- **What the task requires**: Could you transcribe every record below exactly as written, leaving out any pictures?

───── The records

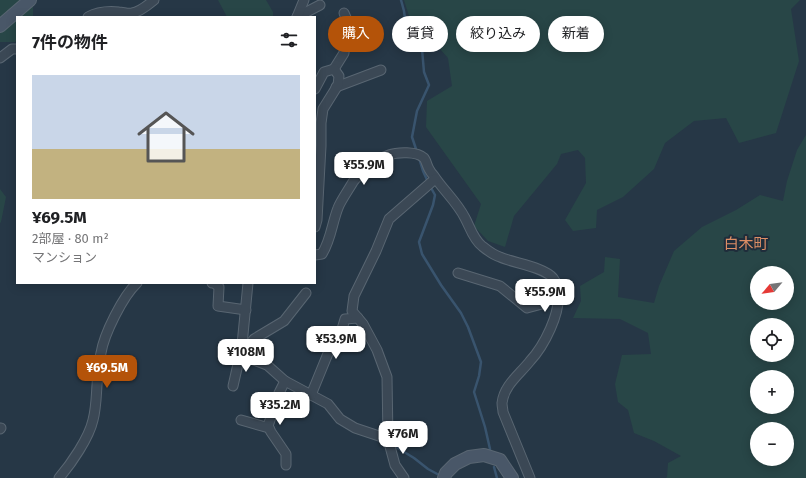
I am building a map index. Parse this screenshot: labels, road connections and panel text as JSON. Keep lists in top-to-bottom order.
{
  "districts": ["白木町"],
  "north": "bottom left",
  "page": {
    "chip": [
      "購入",
      "賃貸",
      "絞り込み",
      "新着"
    ],
    "heading": "7件の物件",
    "list": [
      {
        "name": "¥69.5M",
        "note": "2部屋 · 80 m² · マンション"
      }
    ],
    "price": [
      "¥55.9M",
      "¥55.9M",
      "¥53.9M",
      "¥108M",
      "¥69.5M",
      "¥35.2M",
      "¥76M"
    ],
    "map_buttons": ["+", "−"]
  }
}
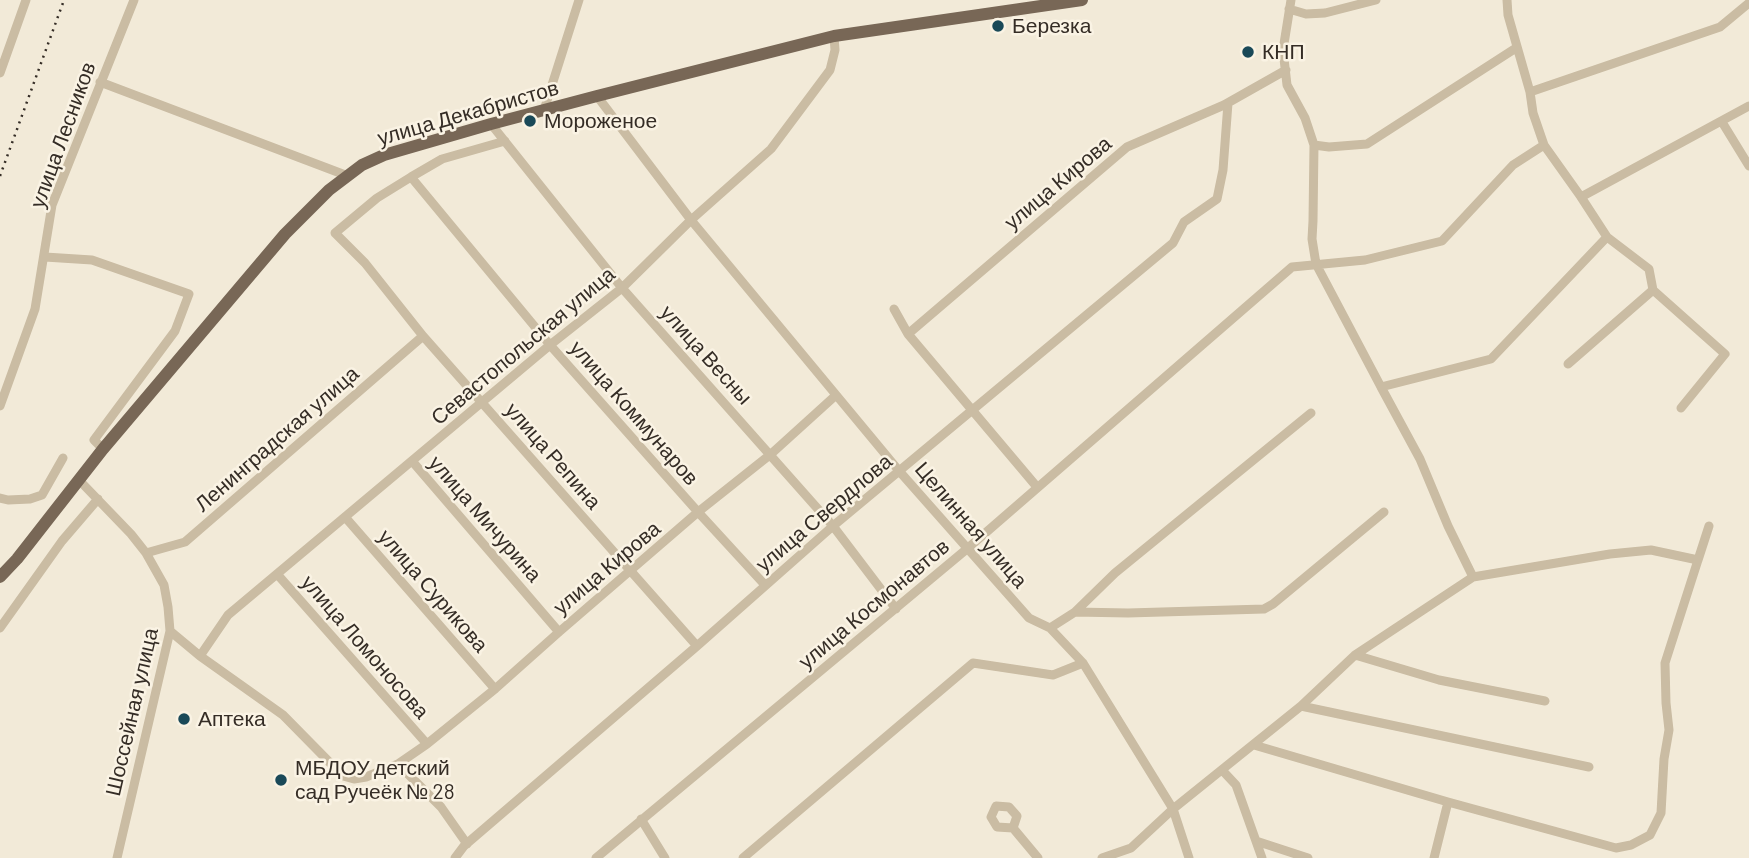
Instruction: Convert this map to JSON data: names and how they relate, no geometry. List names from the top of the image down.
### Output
{
  "streets": {
    "main road": ["улица Декабристов"],
    "street": [
      "улица Лесников",
      "улица Кирова",
      "Севастопольская улица",
      "улица Весны",
      "улица Коммунаров",
      "Ленинградская улица",
      "улица Репина",
      "улица Свердлова",
      "улица Мичурина",
      "Целинная улица",
      "улица Сурикова",
      "улица Космонавтов",
      "улица Ломоносова",
      "Шоссейная улица"
    ]
  },
  "crossings": [
    ["улица Декабристов", "Севастопольская улица"],
    ["улица Декабристов", "улица Весны"],
    ["улица Декабристов", "Целинная улица"],
    ["улица Декабристов", "Шоссейная улица"],
    ["улица Кирова", "Севастопольская улица"],
    ["улица Кирова", "улица Весны"],
    ["улица Кирова", "улица Коммунаров"],
    ["улица Кирова", "улица Репина"],
    ["улица Кирова", "улица Свердлова"],
    ["улица Кирова", "улица Мичурина"],
    ["улица Кирова", "Целинная улица"],
    ["улица Кирова", "улица Сурикова"],
    ["улица Кирова", "улица Ломоносова"],
    ["улица Кирова", "Шоссейная улица"],
    ["Севастопольская улица", "улица Весны"],
    ["Севастопольская улица", "улица Коммунаров"],
    ["Севастопольская улица", "улица Репина"],
    ["Севастопольская улица", "улица Мичурина"],
    ["Севастопольская улица", "Целинная улица"],
    ["Севастопольская улица", "улица Сурикова"],
    ["Севастопольская улица", "улица Ломоносова"],
    ["улица Весны", "улица Свердлова"],
    ["улица Весны", "улица Космонавтов"],
    ["улица Коммунаров", "улица Репина"],
    ["улица Коммунаров", "улица Свердлова"],
    ["Ленинградская улица", "улица Репина"],
    ["Ленинградская улица", "Шоссейная улица"],
    ["улица Репина", "улица Свердлова"],
    ["улица Свердлова", "Целинная улица"],
    ["Целинная улица", "улица Космонавтов"]
  ],
  "places": [
    "Березка",
    "КНП",
    "Мороженое",
    "Аптека",
    "МБДОУ детский сад Ручеёк № 28"
  ]
}
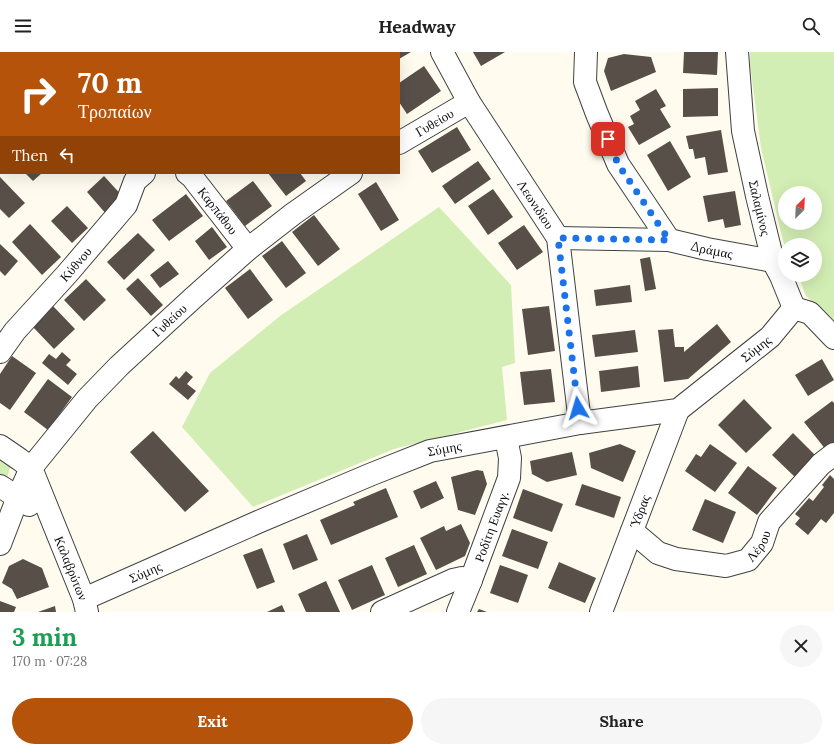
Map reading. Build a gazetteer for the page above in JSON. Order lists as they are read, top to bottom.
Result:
{
  "streets": {
    "street": [
      "Γυθείου",
      "Λεωνιδίου",
      "Σαλαμίνος",
      "Καρπάθου",
      "Δράμας",
      "Κύθνου",
      "Σύμης",
      "Ύδρας",
      "Ροδίτη Ευαγγ.",
      "Λέρου",
      "Καλαβρύτων"
    ]
  },
  "crossings": [
    ["Γυθείου", "Λεωνιδίου"],
    ["Γυθείου", "Καρπάθου"],
    ["Γυθείου", "Καλαβρύτων"],
    ["Λεωνιδίου", "Δράμας"],
    ["Λεωνιδίου", "Σύμης"],
    ["Σαλαμίνος", "Δράμας"],
    ["Σαλαμίνος", "Σύμης"],
    ["Σύμης", "Ύδρας"],
    ["Σύμης", "Ροδίτη Ευαγγ."],
    ["Σύμης", "Καλαβρύτων"],
    ["Ύδρας", "Λέρου"]
  ],
  "north": "top right",
  "page": {
    "header": "Headway",
    "turn": ["70 m", "Τροπαίων"],
    "then": "Then",
    "heading": ["3 min", "170 m · 07:28"],
    "buttons": ["Exit", "Share"]
  }
}
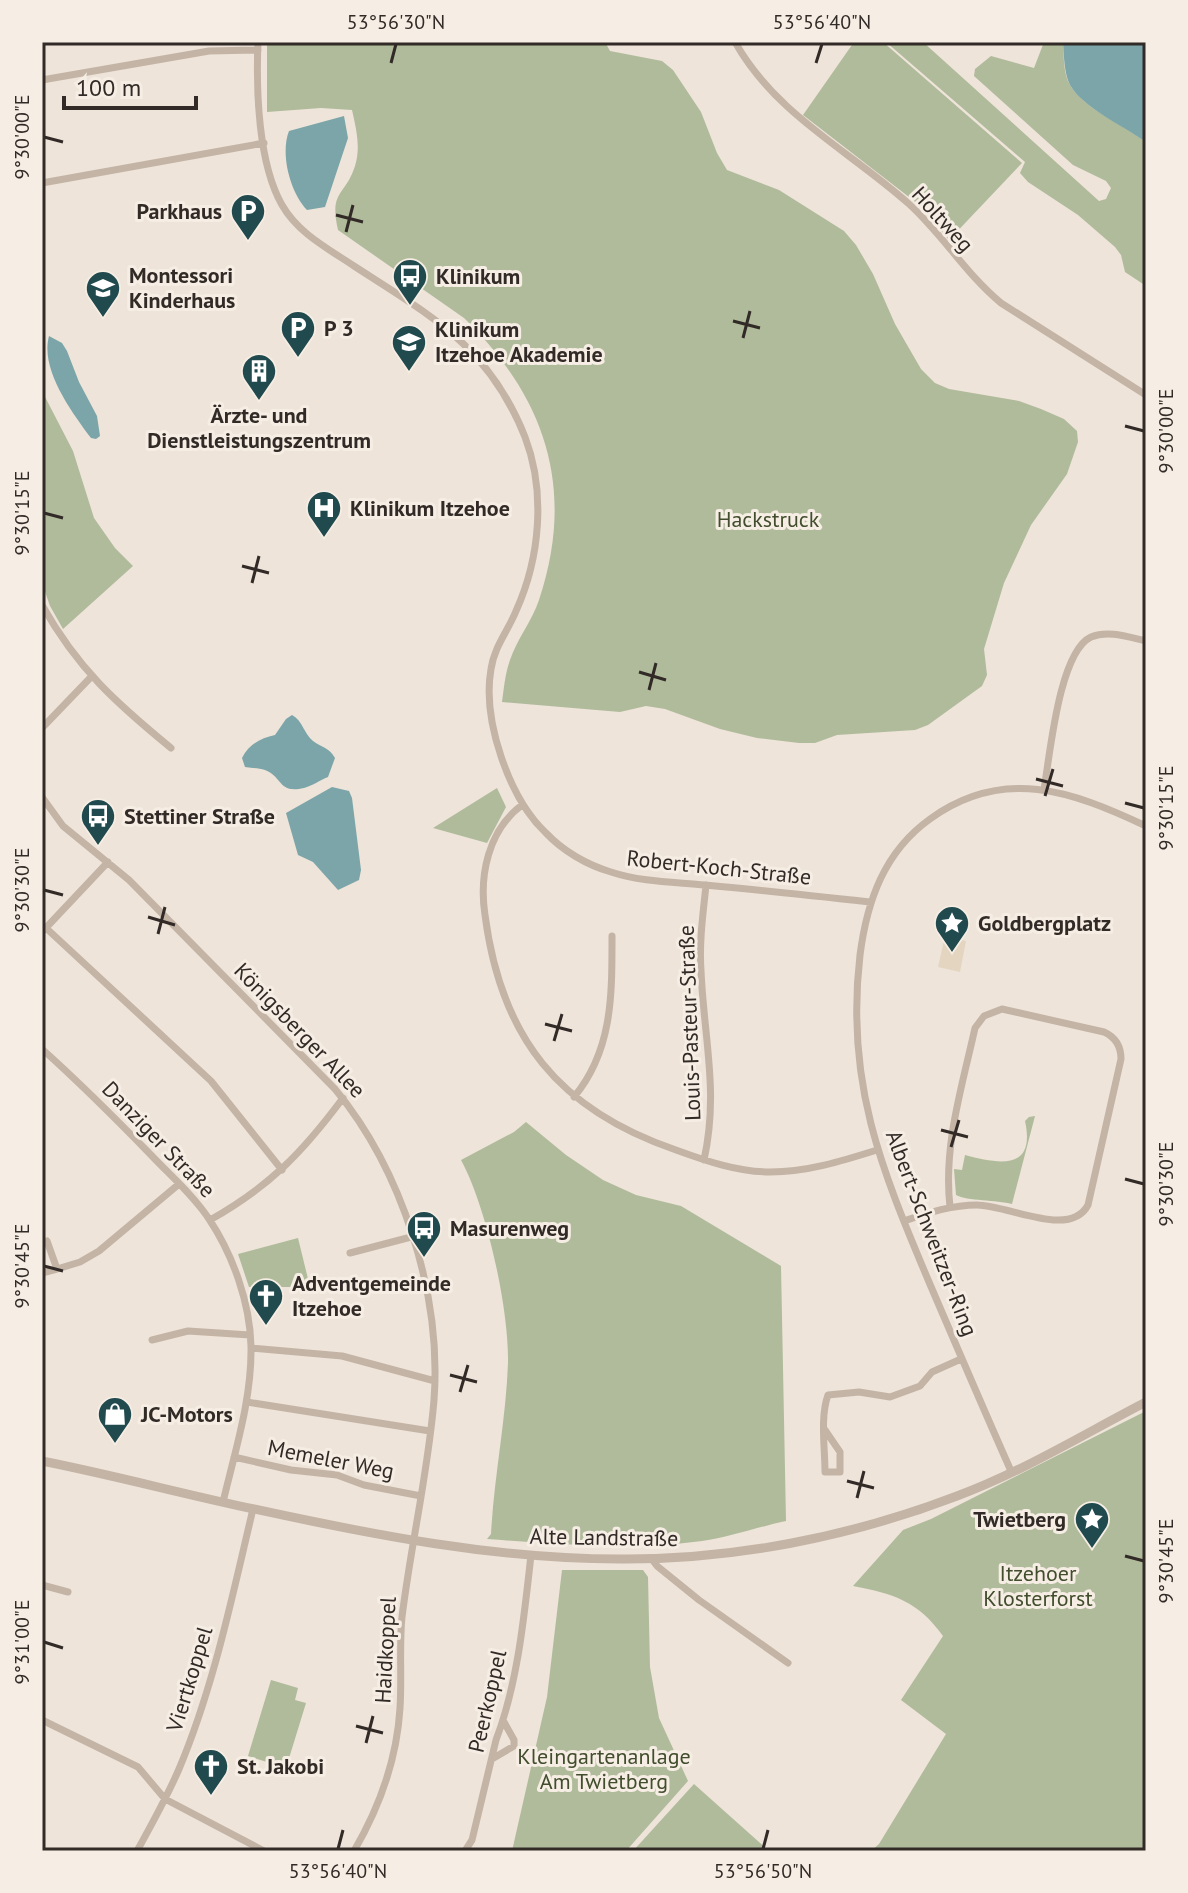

──────────

- **Completed exercise**:
I am building a map index. Parse this screenshot: labels, road connections and panel text as JSON. Keep lists in top-to-bottom order.
{
  "districts": ["白木町"],
  "north": "bottom left",
  "page": {
    "chip": [
      "購入",
      "賃貸",
      "絞り込み",
      "新着"
    ],
    "heading": "7件の物件",
    "list": [
      {
        "name": "¥69.5M",
        "note": "2部屋 · 80 m² · マンション"
      }
    ],
    "price": [
      "¥55.9M",
      "¥55.9M",
      "¥53.9M",
      "¥108M",
      "¥69.5M",
      "¥35.2M",
      "¥76M"
    ],
    "map_buttons": ["+", "−"]
  }
}
Instruction: Convert this map to JSON data: names and how they relate, no geometry. List names from the top of the image down.
### Output
{
  "streets": {
    "main road": ["улица Декабристов"],
    "street": [
      "улица Лесников",
      "улица Кирова",
      "Севастопольская улица",
      "улица Весны",
      "улица Коммунаров",
      "Ленинградская улица",
      "улица Репина",
      "улица Свердлова",
      "улица Мичурина",
      "Целинная улица",
      "улица Сурикова",
      "улица Космонавтов",
      "улица Ломоносова",
      "Шоссейная улица"
    ]
  },
  "crossings": [
    ["улица Декабристов", "Севастопольская улица"],
    ["улица Декабристов", "улица Весны"],
    ["улица Декабристов", "Целинная улица"],
    ["улица Декабристов", "Шоссейная улица"],
    ["улица Кирова", "Севастопольская улица"],
    ["улица Кирова", "улица Весны"],
    ["улица Кирова", "улица Коммунаров"],
    ["улица Кирова", "улица Репина"],
    ["улица Кирова", "улица Свердлова"],
    ["улица Кирова", "улица Мичурина"],
    ["улица Кирова", "Целинная улица"],
    ["улица Кирова", "улица Сурикова"],
    ["улица Кирова", "улица Ломоносова"],
    ["улица Кирова", "Шоссейная улица"],
    ["Севастопольская улица", "улица Весны"],
    ["Севастопольская улица", "улица Коммунаров"],
    ["Севастопольская улица", "улица Репина"],
    ["Севастопольская улица", "улица Мичурина"],
    ["Севастопольская улица", "Целинная улица"],
    ["Севастопольская улица", "улица Сурикова"],
    ["Севастопольская улица", "улица Ломоносова"],
    ["улица Весны", "улица Свердлова"],
    ["улица Весны", "улица Космонавтов"],
    ["улица Коммунаров", "улица Репина"],
    ["улица Коммунаров", "улица Свердлова"],
    ["Ленинградская улица", "улица Репина"],
    ["Ленинградская улица", "Шоссейная улица"],
    ["улица Репина", "улица Свердлова"],
    ["улица Свердлова", "Целинная улица"],
    ["Целинная улица", "улица Космонавтов"]
  ],
  "places": [
    "Березка",
    "КНП",
    "Мороженое",
    "Аптека",
    "МБДОУ детский сад Ручеёк № 28"
  ]
}
Map reading. Build a gazetteer for the page above in JSON. Order lists as they are read, top to bottom.
Result:
{
  "streets": {
    "street": [
      "Γυθείου",
      "Λεωνιδίου",
      "Σαλαμίνος",
      "Καρπάθου",
      "Δράμας",
      "Κύθνου",
      "Σύμης",
      "Ύδρας",
      "Ροδίτη Ευαγγ.",
      "Λέρου",
      "Καλαβρύτων"
    ]
  },
  "crossings": [
    ["Γυθείου", "Λεωνιδίου"],
    ["Γυθείου", "Καρπάθου"],
    ["Γυθείου", "Καλαβρύτων"],
    ["Λεωνιδίου", "Δράμας"],
    ["Λεωνιδίου", "Σύμης"],
    ["Σαλαμίνος", "Δράμας"],
    ["Σαλαμίνος", "Σύμης"],
    ["Σύμης", "Ύδρας"],
    ["Σύμης", "Ροδίτη Ευαγγ."],
    ["Σύμης", "Καλαβρύτων"],
    ["Ύδρας", "Λέρου"]
  ],
  "north": "top right",
  "page": {
    "header": "Headway",
    "turn": ["70 m", "Τροπαίων"],
    "then": "Then",
    "heading": ["3 min", "170 m · 07:28"],
    "buttons": ["Exit", "Share"]
  }
}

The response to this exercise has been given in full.